Collected data =>
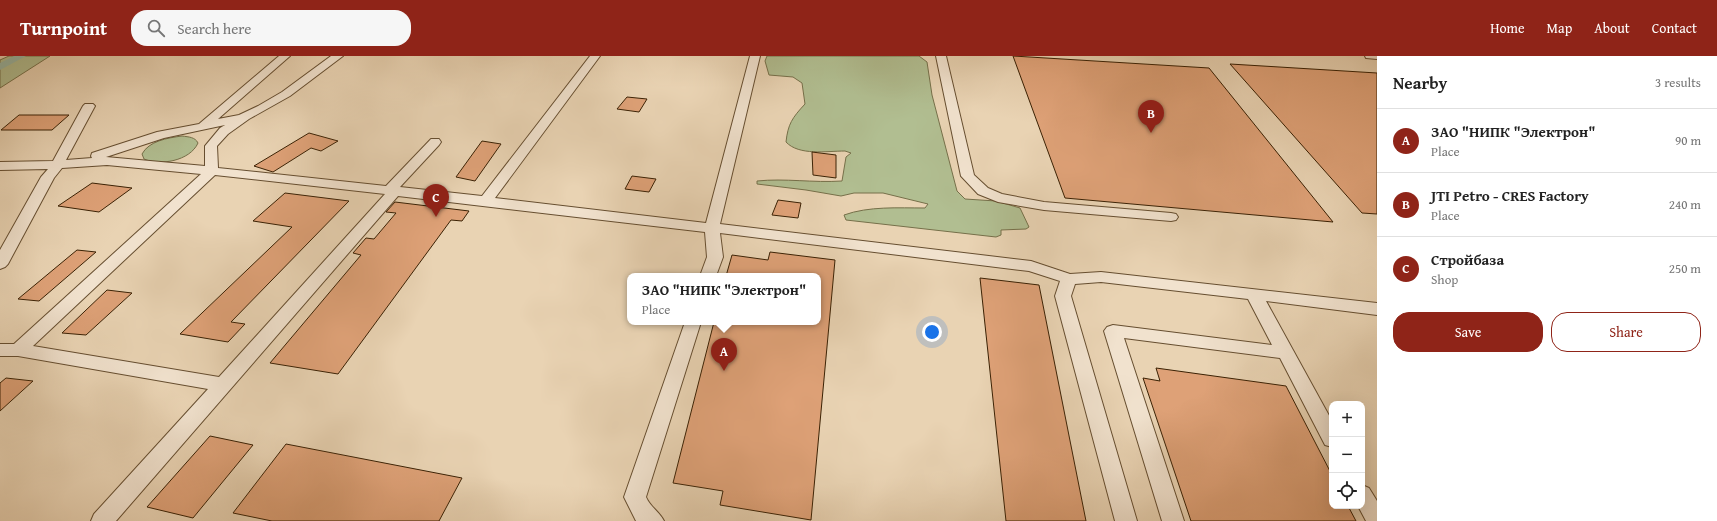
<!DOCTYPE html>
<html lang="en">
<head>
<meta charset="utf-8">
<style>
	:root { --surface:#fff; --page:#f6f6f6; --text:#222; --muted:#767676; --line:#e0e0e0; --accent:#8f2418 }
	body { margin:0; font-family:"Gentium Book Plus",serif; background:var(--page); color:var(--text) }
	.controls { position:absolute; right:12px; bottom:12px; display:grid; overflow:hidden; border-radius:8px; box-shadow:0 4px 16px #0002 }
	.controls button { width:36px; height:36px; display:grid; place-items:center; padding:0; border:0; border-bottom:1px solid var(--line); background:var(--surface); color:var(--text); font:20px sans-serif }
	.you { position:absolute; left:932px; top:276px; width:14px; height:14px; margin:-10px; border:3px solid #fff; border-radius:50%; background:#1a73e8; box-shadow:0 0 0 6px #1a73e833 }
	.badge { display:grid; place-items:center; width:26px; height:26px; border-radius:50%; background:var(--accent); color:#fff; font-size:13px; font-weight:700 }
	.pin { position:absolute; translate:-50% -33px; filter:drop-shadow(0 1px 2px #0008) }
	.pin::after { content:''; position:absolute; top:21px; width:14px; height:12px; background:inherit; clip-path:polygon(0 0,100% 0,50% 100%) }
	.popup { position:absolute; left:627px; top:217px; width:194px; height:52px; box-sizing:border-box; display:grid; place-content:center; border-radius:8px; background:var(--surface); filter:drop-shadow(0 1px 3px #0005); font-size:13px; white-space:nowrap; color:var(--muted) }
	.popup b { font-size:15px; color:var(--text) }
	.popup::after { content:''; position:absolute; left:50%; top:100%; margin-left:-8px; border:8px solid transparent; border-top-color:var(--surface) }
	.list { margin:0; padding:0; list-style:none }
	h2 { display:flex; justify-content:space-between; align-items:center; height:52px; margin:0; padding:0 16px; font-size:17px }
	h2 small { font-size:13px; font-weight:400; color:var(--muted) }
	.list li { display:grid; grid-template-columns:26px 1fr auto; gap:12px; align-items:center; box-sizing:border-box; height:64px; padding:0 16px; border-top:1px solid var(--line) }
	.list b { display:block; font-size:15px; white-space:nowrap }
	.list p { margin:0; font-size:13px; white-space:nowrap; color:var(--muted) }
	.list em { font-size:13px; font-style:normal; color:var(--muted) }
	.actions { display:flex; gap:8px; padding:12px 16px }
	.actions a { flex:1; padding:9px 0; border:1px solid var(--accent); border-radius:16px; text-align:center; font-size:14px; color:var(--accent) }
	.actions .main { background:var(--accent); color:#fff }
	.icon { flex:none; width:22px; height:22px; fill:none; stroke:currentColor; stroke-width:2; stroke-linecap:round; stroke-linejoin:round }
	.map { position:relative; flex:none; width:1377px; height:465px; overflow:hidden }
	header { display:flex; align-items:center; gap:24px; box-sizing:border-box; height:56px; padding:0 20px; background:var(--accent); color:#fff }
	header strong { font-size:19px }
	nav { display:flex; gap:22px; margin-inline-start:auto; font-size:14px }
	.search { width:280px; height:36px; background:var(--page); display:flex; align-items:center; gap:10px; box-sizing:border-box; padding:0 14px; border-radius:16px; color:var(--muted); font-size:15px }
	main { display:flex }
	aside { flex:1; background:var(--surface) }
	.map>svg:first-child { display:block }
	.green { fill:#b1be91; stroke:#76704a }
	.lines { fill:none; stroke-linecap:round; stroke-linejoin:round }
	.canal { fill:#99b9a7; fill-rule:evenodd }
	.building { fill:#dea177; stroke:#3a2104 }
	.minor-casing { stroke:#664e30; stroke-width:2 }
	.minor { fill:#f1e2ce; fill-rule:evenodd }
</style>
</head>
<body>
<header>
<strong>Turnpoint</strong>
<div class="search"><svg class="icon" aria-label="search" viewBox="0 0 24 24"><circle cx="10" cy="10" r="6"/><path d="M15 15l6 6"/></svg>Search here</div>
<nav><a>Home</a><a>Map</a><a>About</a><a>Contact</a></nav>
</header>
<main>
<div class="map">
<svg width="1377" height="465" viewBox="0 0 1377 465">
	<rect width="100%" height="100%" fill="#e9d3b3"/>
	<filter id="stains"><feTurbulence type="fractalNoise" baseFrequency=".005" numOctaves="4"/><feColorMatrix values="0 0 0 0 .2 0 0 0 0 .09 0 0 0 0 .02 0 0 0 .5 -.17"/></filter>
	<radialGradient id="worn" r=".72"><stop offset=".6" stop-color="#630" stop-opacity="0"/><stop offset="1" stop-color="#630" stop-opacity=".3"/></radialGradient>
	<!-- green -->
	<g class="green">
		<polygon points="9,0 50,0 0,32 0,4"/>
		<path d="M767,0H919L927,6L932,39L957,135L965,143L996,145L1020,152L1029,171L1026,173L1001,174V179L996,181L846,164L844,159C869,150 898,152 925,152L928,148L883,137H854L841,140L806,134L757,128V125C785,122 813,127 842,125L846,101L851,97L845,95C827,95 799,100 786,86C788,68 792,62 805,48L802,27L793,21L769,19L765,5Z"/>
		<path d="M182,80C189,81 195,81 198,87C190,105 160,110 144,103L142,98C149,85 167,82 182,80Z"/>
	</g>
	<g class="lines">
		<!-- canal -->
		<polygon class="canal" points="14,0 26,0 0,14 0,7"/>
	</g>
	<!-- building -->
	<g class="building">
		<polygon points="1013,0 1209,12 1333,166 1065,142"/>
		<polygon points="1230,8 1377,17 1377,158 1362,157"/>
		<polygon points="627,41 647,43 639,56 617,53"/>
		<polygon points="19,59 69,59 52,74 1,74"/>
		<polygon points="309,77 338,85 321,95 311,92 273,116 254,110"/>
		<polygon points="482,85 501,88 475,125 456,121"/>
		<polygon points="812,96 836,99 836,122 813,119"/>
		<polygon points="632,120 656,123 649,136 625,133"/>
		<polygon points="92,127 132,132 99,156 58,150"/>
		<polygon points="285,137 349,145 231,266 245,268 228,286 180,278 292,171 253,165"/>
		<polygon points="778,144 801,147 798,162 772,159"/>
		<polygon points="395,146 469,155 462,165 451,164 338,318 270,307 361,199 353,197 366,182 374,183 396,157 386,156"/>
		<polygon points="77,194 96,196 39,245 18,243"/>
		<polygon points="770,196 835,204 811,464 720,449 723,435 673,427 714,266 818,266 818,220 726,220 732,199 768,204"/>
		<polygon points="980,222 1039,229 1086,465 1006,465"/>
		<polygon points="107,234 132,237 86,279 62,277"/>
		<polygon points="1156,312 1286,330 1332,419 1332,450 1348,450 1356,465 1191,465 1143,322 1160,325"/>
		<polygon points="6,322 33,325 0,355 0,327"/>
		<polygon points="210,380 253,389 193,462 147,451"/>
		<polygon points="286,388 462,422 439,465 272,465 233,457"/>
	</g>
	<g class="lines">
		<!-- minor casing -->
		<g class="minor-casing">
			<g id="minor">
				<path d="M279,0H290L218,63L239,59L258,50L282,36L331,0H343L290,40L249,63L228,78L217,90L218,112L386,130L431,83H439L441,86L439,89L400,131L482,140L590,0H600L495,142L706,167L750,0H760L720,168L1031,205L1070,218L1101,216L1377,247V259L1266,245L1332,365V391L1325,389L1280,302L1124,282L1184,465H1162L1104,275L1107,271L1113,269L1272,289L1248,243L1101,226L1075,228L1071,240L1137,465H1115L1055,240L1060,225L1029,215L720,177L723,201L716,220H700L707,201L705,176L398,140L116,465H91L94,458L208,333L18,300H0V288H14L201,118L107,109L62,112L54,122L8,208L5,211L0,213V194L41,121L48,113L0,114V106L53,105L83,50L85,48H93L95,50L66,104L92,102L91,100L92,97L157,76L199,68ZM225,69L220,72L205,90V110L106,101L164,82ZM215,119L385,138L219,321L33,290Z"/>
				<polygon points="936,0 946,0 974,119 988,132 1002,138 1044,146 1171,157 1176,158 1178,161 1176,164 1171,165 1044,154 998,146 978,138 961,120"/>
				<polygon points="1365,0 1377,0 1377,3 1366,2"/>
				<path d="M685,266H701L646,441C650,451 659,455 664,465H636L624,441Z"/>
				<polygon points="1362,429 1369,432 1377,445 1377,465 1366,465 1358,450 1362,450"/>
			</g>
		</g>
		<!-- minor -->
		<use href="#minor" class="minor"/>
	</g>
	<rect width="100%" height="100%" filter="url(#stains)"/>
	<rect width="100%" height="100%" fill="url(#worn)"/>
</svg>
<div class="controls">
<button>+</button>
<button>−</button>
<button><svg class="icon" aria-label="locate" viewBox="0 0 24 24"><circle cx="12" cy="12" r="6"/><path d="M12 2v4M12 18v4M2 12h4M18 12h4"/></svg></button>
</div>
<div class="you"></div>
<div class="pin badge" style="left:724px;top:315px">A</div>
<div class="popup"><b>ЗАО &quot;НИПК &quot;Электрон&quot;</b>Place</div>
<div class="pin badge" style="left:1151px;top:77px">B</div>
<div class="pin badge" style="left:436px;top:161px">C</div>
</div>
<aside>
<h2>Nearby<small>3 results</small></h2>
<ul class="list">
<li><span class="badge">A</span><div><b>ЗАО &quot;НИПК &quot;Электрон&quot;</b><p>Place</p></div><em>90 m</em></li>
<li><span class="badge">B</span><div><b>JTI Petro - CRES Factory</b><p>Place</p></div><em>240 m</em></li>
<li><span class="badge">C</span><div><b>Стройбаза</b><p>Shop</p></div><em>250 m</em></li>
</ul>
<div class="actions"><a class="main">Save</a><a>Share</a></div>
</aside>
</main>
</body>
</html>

What to produce => Take exactly the lines from the one containing "position:absolute; left:932px; top:276px;" through the one containing "display:block; font-size:15px; white-space:nowrap" in the data above, and output them with nothing added.

Written reply =>
	.you { position:absolute; left:932px; top:276px; width:14px; height:14px; margin:-10px; border:3px solid #fff; border-radius:50%; background:#1a73e8; box-shadow:0 0 0 6px #1a73e833 }
	.badge { display:grid; place-items:center; width:26px; height:26px; border-radius:50%; background:var(--accent); color:#fff; font-size:13px; font-weight:700 }
	.pin { position:absolute; translate:-50% -33px; filter:drop-shadow(0 1px 2px #0008) }
	.pin::after { content:''; position:absolute; top:21px; width:14px; height:12px; background:inherit; clip-path:polygon(0 0,100% 0,50% 100%) }
	.popup { position:absolute; left:627px; top:217px; width:194px; height:52px; box-sizing:border-box; display:grid; place-content:center; border-radius:8px; background:var(--surface); filter:drop-shadow(0 1px 3px #0005); font-size:13px; white-space:nowrap; color:var(--muted) }
	.popup b { font-size:15px; color:var(--text) }
	.popup::after { content:''; position:absolute; left:50%; top:100%; margin-left:-8px; border:8px solid transparent; border-top-color:var(--surface) }
	.list { margin:0; padding:0; list-style:none }
	h2 { display:flex; justify-content:space-between; align-items:center; height:52px; margin:0; padding:0 16px; font-size:17px }
	h2 small { font-size:13px; font-weight:400; color:var(--muted) }
	.list li { display:grid; grid-template-columns:26px 1fr auto; gap:12px; align-items:center; box-sizing:border-box; height:64px; padding:0 16px; border-top:1px solid var(--line) }
	.list b { display:block; font-size:15px; white-space:nowrap }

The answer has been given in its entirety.